The Gretchen Schuette Art Gallery recently made an all-out effort to put this Native American culture on display for students and community members.
Kay Bunnenberg-Boehmer, the coordinator of the gallery, said that this art exhibit “gives exposure [to the Native American culture].”
The Center of the Universe art exhibit included two different angles: the art exhibit itself, which featured the works of Native American artists from the Pacific Northwest, and the events that featured some of these artists.The art exhibit was held in the Gretchen Schuette Art Gallery at the Chemeketa Community College Salem campus from April 5 to May 5.
The first event took place on April 5 and featured artist Pat Courtney Gold, who opened with an artist talk.
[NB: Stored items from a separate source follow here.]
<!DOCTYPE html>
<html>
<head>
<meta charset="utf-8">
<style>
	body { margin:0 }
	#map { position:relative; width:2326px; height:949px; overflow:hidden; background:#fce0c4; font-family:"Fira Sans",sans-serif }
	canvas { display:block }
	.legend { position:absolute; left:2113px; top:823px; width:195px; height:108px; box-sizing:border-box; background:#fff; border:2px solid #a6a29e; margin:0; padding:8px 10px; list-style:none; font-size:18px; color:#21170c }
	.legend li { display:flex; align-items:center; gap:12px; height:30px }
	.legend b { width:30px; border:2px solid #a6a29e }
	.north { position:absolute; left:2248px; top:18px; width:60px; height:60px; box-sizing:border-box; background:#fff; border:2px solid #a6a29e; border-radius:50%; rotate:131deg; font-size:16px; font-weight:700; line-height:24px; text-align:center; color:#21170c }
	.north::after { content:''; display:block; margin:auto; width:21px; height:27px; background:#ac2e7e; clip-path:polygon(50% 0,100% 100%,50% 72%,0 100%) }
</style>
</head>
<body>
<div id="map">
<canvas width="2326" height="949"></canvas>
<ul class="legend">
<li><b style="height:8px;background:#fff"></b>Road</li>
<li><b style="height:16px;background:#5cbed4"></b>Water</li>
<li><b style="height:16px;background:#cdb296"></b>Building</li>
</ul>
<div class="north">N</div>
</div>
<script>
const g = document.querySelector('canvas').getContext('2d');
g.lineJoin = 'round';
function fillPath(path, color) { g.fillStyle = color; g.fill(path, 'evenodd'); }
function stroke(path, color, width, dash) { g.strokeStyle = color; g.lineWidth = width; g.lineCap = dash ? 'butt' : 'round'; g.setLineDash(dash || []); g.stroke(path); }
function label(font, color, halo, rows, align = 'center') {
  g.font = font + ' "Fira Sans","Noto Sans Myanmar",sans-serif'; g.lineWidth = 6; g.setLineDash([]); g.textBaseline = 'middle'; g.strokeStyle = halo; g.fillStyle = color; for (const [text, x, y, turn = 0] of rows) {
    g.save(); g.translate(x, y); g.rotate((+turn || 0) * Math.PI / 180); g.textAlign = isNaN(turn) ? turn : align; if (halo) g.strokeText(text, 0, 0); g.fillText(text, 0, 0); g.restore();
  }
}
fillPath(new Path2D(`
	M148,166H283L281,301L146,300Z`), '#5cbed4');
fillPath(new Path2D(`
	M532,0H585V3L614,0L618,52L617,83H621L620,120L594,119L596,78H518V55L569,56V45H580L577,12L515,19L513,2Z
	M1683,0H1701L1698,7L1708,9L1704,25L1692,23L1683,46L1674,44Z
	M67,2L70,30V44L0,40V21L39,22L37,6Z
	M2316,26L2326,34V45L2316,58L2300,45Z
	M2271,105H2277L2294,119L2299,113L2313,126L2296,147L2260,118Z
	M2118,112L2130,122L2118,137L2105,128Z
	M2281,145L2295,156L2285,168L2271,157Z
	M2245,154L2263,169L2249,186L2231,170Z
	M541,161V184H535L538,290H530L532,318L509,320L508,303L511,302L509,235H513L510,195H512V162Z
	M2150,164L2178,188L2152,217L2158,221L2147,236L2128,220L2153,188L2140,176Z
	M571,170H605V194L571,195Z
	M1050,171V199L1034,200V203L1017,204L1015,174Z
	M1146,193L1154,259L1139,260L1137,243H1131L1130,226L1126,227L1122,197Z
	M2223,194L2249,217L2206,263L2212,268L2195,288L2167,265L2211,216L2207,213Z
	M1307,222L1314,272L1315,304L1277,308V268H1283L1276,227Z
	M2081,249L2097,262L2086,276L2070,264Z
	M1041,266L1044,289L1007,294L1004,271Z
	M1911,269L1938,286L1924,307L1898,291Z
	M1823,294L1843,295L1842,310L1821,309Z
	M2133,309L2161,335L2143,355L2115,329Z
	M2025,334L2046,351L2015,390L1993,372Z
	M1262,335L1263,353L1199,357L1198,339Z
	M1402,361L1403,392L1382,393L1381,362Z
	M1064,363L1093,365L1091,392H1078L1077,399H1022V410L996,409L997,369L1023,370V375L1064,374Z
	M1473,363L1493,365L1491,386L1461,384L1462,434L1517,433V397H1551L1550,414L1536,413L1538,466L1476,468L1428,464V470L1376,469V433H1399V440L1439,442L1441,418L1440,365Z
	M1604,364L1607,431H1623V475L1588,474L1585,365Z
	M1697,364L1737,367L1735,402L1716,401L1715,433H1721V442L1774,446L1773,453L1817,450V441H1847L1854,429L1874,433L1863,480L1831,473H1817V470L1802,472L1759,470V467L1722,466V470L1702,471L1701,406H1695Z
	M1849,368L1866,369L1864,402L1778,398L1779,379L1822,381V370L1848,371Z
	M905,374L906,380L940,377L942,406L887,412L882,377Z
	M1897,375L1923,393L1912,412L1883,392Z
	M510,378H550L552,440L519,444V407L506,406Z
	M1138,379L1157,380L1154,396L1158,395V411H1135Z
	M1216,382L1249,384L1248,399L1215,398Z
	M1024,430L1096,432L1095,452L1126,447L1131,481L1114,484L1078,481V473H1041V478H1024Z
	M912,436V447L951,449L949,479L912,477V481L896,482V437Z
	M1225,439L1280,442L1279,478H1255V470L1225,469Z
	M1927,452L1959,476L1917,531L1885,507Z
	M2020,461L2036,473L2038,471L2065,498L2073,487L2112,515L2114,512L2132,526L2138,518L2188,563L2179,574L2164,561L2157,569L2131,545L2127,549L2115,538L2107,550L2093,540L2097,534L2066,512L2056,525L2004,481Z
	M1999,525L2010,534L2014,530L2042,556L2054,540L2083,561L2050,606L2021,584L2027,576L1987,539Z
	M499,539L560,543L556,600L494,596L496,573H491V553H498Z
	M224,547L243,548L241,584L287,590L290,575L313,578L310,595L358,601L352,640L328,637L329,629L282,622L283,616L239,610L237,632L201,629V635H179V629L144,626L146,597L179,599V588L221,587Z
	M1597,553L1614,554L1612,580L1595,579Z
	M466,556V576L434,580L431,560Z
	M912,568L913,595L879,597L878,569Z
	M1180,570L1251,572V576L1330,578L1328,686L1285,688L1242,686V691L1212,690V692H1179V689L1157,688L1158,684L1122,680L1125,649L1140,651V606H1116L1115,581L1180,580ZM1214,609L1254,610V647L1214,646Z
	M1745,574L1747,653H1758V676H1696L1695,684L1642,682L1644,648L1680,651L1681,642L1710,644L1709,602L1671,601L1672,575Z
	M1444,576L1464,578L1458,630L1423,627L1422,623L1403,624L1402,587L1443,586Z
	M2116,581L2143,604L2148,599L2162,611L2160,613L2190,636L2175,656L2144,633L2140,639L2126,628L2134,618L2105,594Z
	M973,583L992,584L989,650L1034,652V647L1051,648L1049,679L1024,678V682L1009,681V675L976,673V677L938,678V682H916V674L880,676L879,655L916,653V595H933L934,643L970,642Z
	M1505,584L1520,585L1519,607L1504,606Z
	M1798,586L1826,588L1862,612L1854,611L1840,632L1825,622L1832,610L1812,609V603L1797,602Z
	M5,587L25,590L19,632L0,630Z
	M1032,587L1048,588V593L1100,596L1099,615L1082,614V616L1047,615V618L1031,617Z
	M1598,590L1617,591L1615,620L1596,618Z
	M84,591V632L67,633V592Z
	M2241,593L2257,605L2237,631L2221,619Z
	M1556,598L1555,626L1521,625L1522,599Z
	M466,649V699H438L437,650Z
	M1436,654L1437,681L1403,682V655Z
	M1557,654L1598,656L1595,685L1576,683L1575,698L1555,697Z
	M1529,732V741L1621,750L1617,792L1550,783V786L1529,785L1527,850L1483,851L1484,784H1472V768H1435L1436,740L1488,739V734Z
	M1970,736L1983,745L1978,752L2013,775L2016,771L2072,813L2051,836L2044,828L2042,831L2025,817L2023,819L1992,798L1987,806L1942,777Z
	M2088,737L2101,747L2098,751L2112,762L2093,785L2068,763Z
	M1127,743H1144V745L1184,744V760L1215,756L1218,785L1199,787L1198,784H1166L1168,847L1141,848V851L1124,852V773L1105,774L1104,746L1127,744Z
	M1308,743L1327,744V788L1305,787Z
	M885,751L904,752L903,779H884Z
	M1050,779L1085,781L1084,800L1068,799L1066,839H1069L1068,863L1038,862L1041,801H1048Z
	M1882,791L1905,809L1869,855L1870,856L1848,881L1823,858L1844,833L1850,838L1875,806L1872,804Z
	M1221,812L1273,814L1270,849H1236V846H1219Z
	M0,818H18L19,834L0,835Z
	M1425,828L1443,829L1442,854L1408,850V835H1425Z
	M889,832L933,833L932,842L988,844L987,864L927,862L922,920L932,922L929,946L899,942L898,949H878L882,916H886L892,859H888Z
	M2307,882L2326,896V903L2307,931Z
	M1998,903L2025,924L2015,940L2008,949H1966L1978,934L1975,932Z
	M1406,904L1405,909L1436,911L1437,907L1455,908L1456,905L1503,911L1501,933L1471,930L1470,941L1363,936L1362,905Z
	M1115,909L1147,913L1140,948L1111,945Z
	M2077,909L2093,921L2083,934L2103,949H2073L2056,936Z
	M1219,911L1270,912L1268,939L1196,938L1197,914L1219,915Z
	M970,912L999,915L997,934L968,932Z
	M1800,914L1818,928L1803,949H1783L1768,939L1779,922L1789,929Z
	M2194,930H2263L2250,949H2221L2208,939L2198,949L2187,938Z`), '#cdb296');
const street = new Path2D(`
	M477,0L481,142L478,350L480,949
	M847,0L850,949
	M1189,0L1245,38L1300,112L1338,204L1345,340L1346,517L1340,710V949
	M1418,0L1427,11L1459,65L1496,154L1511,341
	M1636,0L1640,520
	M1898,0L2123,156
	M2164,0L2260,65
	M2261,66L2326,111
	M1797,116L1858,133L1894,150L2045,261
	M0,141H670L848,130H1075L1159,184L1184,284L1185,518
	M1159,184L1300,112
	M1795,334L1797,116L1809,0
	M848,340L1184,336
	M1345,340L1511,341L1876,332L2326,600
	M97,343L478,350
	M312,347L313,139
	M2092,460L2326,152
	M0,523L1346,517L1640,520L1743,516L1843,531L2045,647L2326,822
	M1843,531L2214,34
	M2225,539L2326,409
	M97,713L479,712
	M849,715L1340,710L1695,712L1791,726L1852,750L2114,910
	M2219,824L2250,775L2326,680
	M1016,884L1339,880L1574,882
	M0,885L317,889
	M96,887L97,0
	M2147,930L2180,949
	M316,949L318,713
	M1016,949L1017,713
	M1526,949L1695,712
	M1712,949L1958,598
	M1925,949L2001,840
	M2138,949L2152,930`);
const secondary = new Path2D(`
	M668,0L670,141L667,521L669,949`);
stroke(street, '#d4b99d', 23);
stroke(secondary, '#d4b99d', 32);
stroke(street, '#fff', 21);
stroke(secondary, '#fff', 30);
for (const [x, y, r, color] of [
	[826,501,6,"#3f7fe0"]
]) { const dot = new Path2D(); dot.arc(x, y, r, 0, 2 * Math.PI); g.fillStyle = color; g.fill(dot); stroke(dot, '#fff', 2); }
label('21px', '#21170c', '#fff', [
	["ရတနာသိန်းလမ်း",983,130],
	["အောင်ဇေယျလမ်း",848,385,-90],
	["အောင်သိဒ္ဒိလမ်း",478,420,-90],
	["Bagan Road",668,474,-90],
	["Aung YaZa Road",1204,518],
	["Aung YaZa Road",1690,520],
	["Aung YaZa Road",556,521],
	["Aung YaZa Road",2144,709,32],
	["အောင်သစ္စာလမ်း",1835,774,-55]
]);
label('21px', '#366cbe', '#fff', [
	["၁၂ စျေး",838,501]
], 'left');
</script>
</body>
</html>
Gold is a weaver who brings traditional and contemporary views. According to Gold’s website, her work is exhibited nationally, in Washington DC, and Harvard University, and also internationally, in England, New Zealand, and Canada.
The second event took place on April 11 and featured artist Ed Edmo, who did some traditional storytelling. Edmo is known for his storytellings and lectures, and plays a coyote spirit on the popular show Portlandia. He has also written plays and narrated “Children of the Raven” for the Eugene Ballet Co.
The last event that took place on May 3. Artist Ka’ila Farrell-Smith lead an event where participants created healing flags that are displayed around campus. Farrell-Smith is a painter, weaver, and muralist who has been exhibited nationally in Oregon, Washington, Illinois, and Montana, and internationally in Italy.
The Center of the Universe celebrated a new perspective of appreciation and understanding of the Native American culture. Bunnenberg-Boehmer said the importance of an event like this is to “remember something we may have forgotten or expand on [the] knowledge that we have.”